Besides giving us an insight to the methods of construction employed in this early gas works, the contract also reveals other information not to be found in Gilchrist. The plans of the works were drawn up by John Neilson, engineer in Glasgow. He is probably the John Neilson, engineer, who occurs in Glasgow Directories in the early 19th Century: in 1807 his address is given as 'near the Canal Old Bason'. It is not clear whether he is related to James Beaumont Neilson, the inventor of hot blast iron smelting, who had been engineer to the Glasgow Gas Light Company, established in 1817.1

The works were built by Robert Galt. He can be tentatively identified as the Robert Galt, mason and builder in Content, Ayr, who died in March 1865, and is buried in Ayr Auld Kirkyard, along with his spouse, Margaret McSkimming.
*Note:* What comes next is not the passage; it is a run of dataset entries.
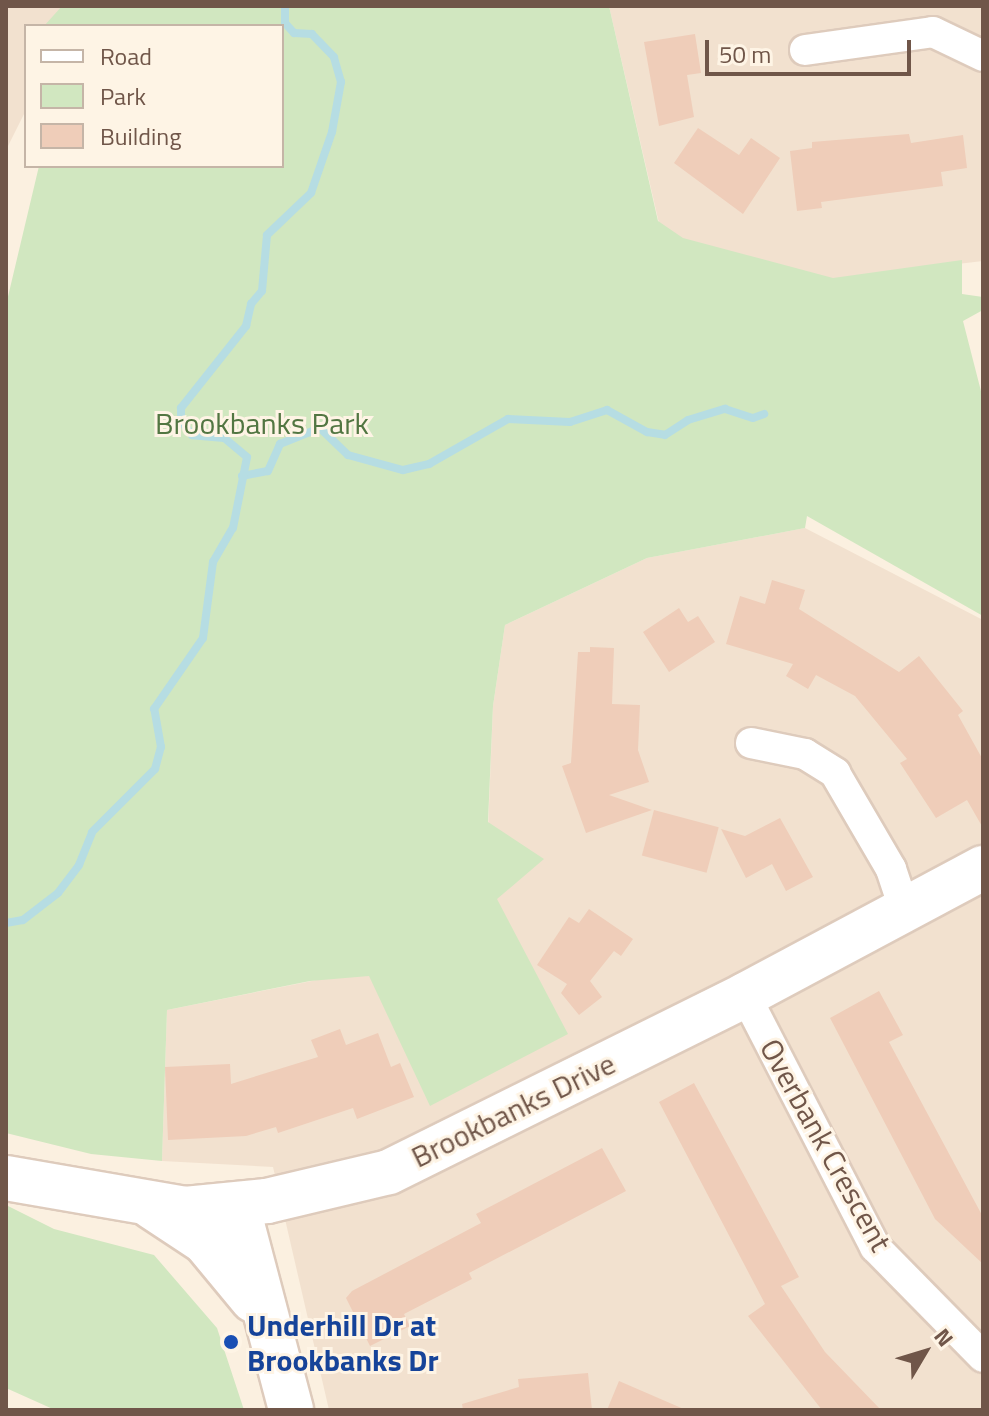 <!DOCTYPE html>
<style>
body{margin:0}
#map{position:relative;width:989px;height:1416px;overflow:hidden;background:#fbf0e0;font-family:"Titillium Web",sans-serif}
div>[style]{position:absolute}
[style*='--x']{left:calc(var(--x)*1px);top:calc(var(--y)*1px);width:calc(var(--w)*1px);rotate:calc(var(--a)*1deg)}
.residential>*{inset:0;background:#f2e1cf}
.green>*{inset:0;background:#d1e7c0}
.stream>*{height:8px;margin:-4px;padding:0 4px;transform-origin:4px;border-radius:4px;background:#b6dde3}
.building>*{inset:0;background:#efcdb9;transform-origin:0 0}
.roads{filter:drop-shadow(2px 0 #decbbc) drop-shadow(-2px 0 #decbbc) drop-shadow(0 2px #decbbc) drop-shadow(0 -2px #decbbc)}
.street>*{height:30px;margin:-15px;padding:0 15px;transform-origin:15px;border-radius:15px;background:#fff}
.secondary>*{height:44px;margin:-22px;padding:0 22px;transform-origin:22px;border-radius:22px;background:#fff}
.dots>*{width:22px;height:22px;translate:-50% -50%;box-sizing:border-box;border:4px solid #fef4e5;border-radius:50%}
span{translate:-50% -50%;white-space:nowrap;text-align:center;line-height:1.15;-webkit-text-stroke:6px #fef4e5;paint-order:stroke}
.park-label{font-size:30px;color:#527642}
.street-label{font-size:30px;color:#705649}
.transit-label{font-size:30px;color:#164399;font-weight:700}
.left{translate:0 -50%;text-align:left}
.frame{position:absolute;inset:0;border:8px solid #705649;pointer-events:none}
.legend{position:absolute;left:24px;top:24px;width:260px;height:144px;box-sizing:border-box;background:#fef4e5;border:2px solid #c5b5a7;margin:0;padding:10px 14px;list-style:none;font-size:24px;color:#705649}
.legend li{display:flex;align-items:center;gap:16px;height:40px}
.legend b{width:40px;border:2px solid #c5b5a7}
.north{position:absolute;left:885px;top:1312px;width:80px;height:80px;-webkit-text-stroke:6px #fef4e5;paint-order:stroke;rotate:52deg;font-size:22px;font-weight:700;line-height:32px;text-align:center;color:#705649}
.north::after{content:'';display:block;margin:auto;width:28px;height:36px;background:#705649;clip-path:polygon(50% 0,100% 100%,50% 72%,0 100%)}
.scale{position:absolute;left:705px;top:40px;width:206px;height:36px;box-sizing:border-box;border:4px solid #705649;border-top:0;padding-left:10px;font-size:24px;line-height:28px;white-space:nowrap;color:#705649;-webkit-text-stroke:6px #fef4e5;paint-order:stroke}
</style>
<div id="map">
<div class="residential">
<i style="clip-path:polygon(6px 6px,96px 6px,80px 26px,26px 26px,26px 110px,6px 150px)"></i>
<i style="clip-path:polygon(609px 6px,983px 6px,983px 261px,755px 288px,661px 232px)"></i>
<i style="clip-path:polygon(805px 528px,983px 620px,983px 1410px,329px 1410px,273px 1167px,162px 1161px,167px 1010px,367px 970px,485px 906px,493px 706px,505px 625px,647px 558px)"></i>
</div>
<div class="green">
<i style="clip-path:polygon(62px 6px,609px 6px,658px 221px,683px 238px,833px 278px,962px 260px,962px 294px,983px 297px,983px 310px,963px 321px,983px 399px,983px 616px,807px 516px,805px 528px,647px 558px,505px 625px,493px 706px,488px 822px,544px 859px,497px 899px,568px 1034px,430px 1106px,369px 976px,310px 981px,167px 1010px,162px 1161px,91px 1154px,6px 1133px,6px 305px,39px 166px,282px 166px,282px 26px,44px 26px)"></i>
<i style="clip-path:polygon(6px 1205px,54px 1229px,154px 1255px,217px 1328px,244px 1410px,55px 1410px,6px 1388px)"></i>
</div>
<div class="stream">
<i style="--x:242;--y:476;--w:26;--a:-11"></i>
<i style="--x:268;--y:471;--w:30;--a:-66"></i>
<i style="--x:280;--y:444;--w:43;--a:-21.8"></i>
<i style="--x:320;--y:428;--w:39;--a:44"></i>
<i style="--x:348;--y:455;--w:57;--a:15.3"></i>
<i style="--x:403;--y:470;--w:27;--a:-13"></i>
<i style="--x:429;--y:464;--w:91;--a:-29.7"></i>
<i style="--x:508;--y:419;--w:62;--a:2.8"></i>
<i style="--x:570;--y:422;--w:39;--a:-18"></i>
<i style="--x:607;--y:410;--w:46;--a:28.8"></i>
<i style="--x:647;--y:432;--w:18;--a:9"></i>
<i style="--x:665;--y:435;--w:27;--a:-33"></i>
<i style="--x:688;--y:420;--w:39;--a:-17"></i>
<i style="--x:725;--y:409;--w:29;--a:18"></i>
<i style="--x:753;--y:418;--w:12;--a:-20"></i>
<i style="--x:6;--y:923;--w:17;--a:-10"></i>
<i style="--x:23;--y:920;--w:44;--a:-37.6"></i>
<i style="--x:58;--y:893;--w:35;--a:-53"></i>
<i style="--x:79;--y:865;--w:35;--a:-68"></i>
<i style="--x:92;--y:832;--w:89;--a:-45"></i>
<i style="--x:155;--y:769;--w:23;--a:-75"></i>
<i style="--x:161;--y:747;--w:39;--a:-100"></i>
<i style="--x:154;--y:709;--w:86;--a:-55.4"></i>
<i style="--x:203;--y:638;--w:77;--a:-82.5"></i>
<i style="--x:213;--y:562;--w:39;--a:-60"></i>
<i style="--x:233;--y:528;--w:72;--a:-78.8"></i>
<i style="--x:247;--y:457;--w:30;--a:-140"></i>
<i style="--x:224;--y:438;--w:32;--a:-175"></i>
<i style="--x:192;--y:435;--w:18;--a:-128"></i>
<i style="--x:181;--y:421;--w:13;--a:-90"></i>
<i style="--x:181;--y:408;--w:105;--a:-51.6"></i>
<i style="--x:246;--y:326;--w:23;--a:-77"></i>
<i style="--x:251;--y:304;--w:17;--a:-50"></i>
<i style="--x:262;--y:291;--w:56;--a:-84.9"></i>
<i style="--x:267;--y:235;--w:61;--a:-43.7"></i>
<i style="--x:311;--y:193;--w:65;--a:-71"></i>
<i style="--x:332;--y:132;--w:51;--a:-79.8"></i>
<i style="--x:341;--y:82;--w:26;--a:-106"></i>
<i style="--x:334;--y:57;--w:32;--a:-134"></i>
<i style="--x:312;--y:34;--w:18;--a:-177"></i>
<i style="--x:294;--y:33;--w:13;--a:-132"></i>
<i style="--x:285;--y:23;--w:17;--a:-90"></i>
</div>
<div class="building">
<i style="clip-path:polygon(695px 34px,701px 73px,687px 75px,694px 117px,659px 126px,644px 42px)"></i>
<i style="clip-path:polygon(698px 128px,739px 155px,751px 138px,780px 158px,743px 214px,674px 163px)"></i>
<i style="clip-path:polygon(909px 134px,911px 143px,963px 135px,967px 168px,941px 172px,943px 186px,821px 202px,822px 208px,797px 211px,790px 151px,812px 148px,812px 142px)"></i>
<i style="clip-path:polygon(772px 580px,805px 590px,799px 609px,899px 672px,919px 656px,963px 711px,958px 715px,983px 760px,983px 828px,967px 800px,936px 818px,900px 763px,907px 759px,855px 696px,816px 675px,808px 689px,786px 676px,793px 664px,726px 644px,740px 596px,765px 604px)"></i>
<i style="clip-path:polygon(679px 608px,688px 622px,698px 616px,715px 642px,669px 672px,643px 632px)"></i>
<i style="clip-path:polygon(590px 647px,614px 648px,612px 704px,640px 705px,638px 750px,649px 782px,609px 795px,652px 810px,586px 833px,562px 766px,571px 763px,578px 652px,590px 652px)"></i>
<i style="left:654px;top:810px;width:67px;height:47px;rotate:15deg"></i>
<i style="clip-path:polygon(780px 818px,813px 877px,786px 891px,772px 864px,746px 878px,721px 829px,745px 836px)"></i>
<i style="clip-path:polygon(589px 909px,633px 939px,621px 956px,614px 951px,590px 981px,602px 997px,579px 1015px,561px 993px,567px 984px,537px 965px,569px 917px,579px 923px)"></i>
<i style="clip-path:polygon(879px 991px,903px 1035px,889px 1042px,983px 1217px,983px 1264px,935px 1219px,830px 1018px)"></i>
<i style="clip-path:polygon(340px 1029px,346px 1045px,378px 1033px,391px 1067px,400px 1063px,414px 1097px,357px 1119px,353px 1108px,278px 1133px,276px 1127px,246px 1136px,168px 1140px,165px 1067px,230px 1064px,231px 1084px,318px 1057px,311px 1040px)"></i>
<i style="clip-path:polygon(694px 1083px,799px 1277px,781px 1286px,825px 1352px,881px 1410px,822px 1410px,748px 1316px,765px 1304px,659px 1102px)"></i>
<i style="clip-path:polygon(602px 1148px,626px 1191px,469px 1273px,472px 1279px,404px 1314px,410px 1326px,370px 1346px,346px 1298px,352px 1291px,481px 1223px,476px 1214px)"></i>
<i style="clip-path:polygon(588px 1373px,592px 1410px,463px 1410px,462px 1404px,519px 1387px,518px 1379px)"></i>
<i style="clip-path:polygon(619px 1381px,686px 1410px,607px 1410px)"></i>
</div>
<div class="roads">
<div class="street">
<i style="--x:805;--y:50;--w:129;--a:-8"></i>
<i style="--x:933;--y:32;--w:55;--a:25.6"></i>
<i style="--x:751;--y:743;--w:55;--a:11.5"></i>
<i style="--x:805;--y:754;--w:36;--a:32"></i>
<i style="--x:835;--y:773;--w:111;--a:59.7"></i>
<i style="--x:891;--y:869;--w:41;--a:71.6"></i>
<i style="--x:745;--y:995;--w:284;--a:62.7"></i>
<i style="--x:875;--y:1247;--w:154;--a:45.5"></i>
</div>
<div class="secondary">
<i style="--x:6;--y:1178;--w:182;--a:9.8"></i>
<i style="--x:185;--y:1209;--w:82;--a:-5.6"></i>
<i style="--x:267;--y:1201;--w:125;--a:-13.4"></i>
<i style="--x:389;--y:1172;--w:398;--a:-26.4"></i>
<i style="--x:745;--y:995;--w:270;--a:-28.1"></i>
<i style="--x:237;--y:1205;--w:212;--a:75.2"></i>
<i style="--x:152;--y:1207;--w:64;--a:33.4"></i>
<i style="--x:205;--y:1242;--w:75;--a:50.4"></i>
</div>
</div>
<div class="dots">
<i style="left:231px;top:1342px;background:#1a4fb4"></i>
</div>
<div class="park-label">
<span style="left:262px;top:423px">Brookbanks Park</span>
</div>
<div class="street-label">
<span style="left:513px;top:1110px;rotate:-26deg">Brookbanks Drive</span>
<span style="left:826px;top:1145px;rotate:61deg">Overbank Crescent</span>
</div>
<div class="transit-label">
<span class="left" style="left:247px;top:1342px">Underhill Dr at<br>Brookbanks Dr</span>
</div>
<div class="frame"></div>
<ul class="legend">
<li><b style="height:10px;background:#fff"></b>Road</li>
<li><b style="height:22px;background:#d1e7c0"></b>Park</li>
<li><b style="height:22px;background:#efcdb9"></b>Building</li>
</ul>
<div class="north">N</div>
<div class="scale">50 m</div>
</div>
The Contract, as transcribed above, is not complete. The space between 'whereof' and the signatures should be completed by a proving clause, where the dates and places of signing, and descriptions of the witnesses are recorded. That the document includes witnesses' signatures would seem to indicate carelessness on the part of whoever drew up the contract, probably Alexander Hamilton, writer and town clerk of Kilmarnock. He is one of the witnesses: it is also worth noting that the witness signatures have abbreviated dates along them: '20 Sep' in the case of Hamilton and Smith, '10 Oct' in the case of Love and Walker. The proving clause could not have been completed until the final signatures were collected: presumably Hamilton never got round to completing it.

Rob Close

1. See John R Hume, Industrial Archaeology of Glasgow, Glasgow, 1974, pp 137-138.